Stored data:
▶

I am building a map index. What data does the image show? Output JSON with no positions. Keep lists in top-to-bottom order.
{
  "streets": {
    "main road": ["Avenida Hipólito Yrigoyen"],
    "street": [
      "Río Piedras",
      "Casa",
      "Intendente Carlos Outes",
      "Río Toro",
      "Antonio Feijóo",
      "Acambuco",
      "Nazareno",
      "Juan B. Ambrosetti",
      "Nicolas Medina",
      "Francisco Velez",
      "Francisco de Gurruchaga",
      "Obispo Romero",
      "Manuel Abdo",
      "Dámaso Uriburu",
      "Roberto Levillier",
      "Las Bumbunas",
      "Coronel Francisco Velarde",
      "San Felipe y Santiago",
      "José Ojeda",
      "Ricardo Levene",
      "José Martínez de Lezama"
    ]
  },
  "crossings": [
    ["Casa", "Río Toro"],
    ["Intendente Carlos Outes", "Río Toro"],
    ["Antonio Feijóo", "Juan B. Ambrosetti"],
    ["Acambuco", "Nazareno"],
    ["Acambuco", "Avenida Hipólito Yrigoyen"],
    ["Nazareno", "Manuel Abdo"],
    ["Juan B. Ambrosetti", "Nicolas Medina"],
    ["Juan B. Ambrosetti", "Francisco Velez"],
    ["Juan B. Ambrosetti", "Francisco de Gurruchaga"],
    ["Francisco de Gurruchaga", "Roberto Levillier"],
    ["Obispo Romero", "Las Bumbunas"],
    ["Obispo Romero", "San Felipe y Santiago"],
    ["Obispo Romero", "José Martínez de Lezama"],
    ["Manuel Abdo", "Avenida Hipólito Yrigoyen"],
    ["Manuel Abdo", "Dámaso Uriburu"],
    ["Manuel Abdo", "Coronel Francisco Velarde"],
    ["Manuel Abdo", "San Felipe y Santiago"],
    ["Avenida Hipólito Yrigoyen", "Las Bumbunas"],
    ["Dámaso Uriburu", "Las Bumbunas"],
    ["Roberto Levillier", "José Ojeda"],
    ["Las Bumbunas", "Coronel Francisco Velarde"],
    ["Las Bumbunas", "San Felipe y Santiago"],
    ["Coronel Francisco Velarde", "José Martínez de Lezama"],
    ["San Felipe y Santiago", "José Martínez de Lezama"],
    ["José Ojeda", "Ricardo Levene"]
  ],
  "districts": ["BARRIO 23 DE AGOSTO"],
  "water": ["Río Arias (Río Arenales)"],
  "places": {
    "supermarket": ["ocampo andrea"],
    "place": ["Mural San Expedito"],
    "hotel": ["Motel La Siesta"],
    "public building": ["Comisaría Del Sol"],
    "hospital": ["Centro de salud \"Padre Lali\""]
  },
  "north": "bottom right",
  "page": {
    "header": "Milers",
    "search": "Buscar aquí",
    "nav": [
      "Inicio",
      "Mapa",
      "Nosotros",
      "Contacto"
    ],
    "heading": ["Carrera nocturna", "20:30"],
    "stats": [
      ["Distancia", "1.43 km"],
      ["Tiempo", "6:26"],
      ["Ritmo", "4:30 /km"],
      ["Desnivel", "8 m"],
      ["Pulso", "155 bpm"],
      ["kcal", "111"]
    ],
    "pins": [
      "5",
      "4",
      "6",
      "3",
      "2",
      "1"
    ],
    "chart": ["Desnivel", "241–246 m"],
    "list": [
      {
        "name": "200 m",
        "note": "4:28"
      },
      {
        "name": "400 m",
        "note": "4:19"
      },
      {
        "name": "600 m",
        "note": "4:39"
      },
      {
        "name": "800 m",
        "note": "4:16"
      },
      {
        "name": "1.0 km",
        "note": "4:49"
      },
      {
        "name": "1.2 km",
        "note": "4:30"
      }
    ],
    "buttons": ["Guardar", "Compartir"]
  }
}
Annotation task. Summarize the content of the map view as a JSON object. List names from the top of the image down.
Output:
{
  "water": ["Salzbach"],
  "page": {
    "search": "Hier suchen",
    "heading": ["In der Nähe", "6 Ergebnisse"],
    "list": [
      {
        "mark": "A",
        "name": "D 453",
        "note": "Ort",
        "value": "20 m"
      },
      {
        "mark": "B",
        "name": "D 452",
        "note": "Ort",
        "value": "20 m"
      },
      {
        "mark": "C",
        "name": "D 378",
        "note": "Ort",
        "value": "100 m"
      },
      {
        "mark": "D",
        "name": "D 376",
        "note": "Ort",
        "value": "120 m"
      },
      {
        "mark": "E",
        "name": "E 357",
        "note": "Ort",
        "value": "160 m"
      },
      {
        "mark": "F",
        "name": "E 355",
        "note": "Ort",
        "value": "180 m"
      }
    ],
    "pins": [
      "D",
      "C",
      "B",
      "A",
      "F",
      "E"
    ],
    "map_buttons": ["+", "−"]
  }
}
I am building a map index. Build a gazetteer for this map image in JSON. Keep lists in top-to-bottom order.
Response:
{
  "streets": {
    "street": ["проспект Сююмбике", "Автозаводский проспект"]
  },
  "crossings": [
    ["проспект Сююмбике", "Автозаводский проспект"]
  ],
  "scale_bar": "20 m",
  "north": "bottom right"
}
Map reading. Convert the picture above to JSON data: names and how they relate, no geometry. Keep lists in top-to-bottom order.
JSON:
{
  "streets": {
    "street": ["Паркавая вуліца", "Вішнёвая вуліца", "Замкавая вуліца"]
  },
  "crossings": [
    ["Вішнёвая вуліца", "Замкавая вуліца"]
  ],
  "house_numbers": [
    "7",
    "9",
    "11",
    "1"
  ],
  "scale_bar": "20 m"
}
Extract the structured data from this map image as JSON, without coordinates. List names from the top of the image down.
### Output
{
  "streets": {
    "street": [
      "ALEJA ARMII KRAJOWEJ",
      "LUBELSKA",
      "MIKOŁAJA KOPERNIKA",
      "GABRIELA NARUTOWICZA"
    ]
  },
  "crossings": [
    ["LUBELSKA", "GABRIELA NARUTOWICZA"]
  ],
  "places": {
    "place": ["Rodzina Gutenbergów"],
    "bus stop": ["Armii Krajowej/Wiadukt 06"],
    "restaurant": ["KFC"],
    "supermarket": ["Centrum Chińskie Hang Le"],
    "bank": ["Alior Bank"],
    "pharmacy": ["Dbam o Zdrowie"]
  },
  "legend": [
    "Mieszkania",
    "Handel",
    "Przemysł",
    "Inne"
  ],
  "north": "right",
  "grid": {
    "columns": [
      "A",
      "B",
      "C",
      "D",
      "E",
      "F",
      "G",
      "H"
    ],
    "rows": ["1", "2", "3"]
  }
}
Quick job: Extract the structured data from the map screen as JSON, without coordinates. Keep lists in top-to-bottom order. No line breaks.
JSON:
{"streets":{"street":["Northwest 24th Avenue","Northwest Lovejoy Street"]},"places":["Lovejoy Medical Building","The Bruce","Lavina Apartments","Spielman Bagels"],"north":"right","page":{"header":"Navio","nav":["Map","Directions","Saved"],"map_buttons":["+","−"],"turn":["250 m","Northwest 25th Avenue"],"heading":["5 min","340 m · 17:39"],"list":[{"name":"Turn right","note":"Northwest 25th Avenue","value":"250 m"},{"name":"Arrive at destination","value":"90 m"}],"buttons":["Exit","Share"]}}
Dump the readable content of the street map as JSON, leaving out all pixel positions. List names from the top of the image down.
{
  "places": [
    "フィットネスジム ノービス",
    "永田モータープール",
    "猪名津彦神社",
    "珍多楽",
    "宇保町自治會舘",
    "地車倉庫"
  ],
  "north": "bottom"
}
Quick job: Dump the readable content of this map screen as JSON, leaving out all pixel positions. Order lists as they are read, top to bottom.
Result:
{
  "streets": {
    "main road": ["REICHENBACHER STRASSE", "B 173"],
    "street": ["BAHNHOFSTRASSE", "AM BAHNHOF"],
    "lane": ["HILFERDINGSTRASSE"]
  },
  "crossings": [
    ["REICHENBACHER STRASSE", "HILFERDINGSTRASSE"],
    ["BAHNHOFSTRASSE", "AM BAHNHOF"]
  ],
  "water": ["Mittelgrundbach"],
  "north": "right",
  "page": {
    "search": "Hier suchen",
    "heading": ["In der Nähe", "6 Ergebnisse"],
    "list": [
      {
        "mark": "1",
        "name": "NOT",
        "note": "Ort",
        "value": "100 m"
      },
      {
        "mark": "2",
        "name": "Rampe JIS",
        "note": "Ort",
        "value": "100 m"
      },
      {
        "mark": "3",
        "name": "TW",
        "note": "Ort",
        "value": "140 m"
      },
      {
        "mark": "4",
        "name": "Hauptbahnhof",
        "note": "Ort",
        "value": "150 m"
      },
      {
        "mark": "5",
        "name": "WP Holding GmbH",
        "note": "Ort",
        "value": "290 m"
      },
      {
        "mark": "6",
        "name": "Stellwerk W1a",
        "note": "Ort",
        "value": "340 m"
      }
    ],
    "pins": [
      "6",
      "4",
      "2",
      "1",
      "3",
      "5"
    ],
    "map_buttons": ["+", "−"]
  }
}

◀

Task description: Above are the records. Identify each line that contains the word "Quick".

Task solution:
Quick job: Extract the structured data from the map screen as JSON, without coordinates. Keep lists in top-to-bottom order. No line breaks.
Quick job: Dump the readable content of this map screen as JSON, leaving out all pixel positions. Order lists as they are read, top to bottom.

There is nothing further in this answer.